Funeral procession of Edward VII, London, 1910

Edward habitually smoked twenty cigarettes and twelve cigars a day. In 1907, a rodent ulcer, a type of cancer affecting the skin next to his nose, was cured with radium. Towards the end of his life he increasingly suffered from bronchitis. He suffered a momentary loss of consciousness during a state visit to Berlin in February 1909. In March 1910, he was staying at Biarritz when he collapsed. He remained there to convalesce, while in London Asquith tried to get the Finance Bill passed. The King's continued ill health was unreported, and he attracted criticism for staying in France while political tensions were so high. On 27 April he returned to Buckingham Palace, still suffering from severe bronchitis. Alexandra returned from visiting her brother, George I of Greece, in Corfu a week later on 5 May.

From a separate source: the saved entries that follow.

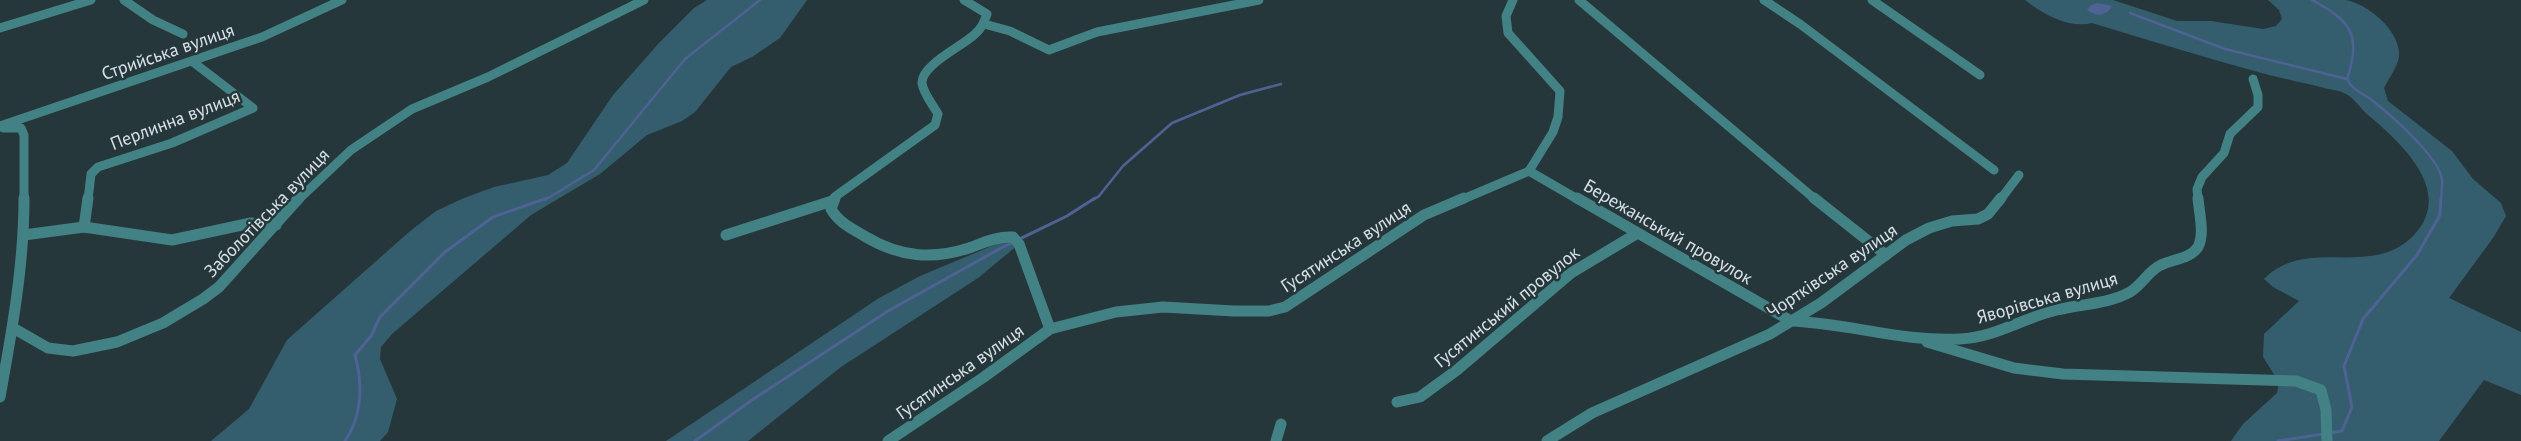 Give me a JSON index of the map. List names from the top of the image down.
{
  "streets": {
    "street": [
      "Стрийська вулиця",
      "Перлинна вулиця",
      "Заболотівська вулиця",
      "Бережанський провулок",
      "Гусятинська вулиця",
      "Чортківська вулиця",
      "Яворівська вулиця",
      "Гусятинський провулок"
    ]
  },
  "crossings": [
    ["Стрийська вулиця", "Перлинна вулиця"],
    ["Бережанський провулок", "Гусятинська вулиця"],
    ["Бережанський провулок", "Чортківська вулиця"],
    ["Бережанський провулок", "Яворівська вулиця"],
    ["Бережанський провулок", "Гусятинський провулок"],
    ["Чортківська вулиця", "Яворівська вулиця"]
  ]
} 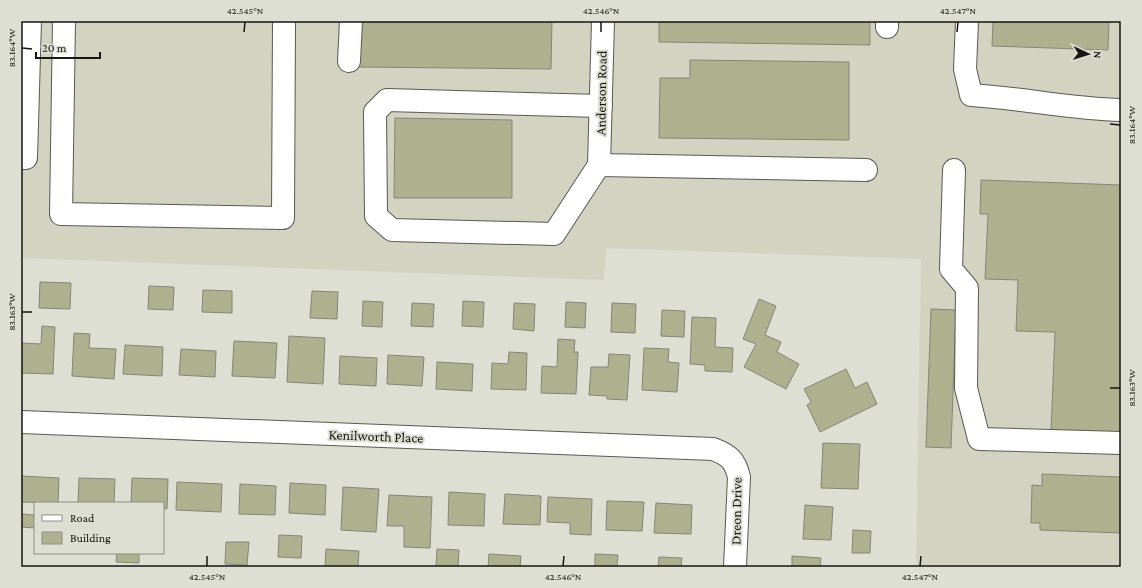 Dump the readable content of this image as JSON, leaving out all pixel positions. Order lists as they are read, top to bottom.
{
  "streets": {
    "street": ["Anderson Road", "Kenilworth Place", "Dreon Drive"]
  },
  "crossings": [
    ["Kenilworth Place", "Dreon Drive"]
  ],
  "legend": ["Road", "Building"],
  "scale_bar": "20 m",
  "north": "right",
  "coordinates": [
    "42.545°N",
    "42.546°N",
    "42.547°N",
    "83.164°W",
    "83.163°W"
  ]
}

On 6 May, Edward suffered several heart attacks, but refused to go to bed, saying, "No, I shall not give in; I shall go on; I shall work to the end." Between moments of faintness, his son the Prince of Wales (shortly to be King George V) told him that his horse, Witch of the Air, had won at Kempton Park that afternoon. The King replied, "Yes, I have heard of it. I am very glad": his final words. At 11:30 pm he lost consciousness for the last time and was put to bed. He died 15 minutes later, aged 68.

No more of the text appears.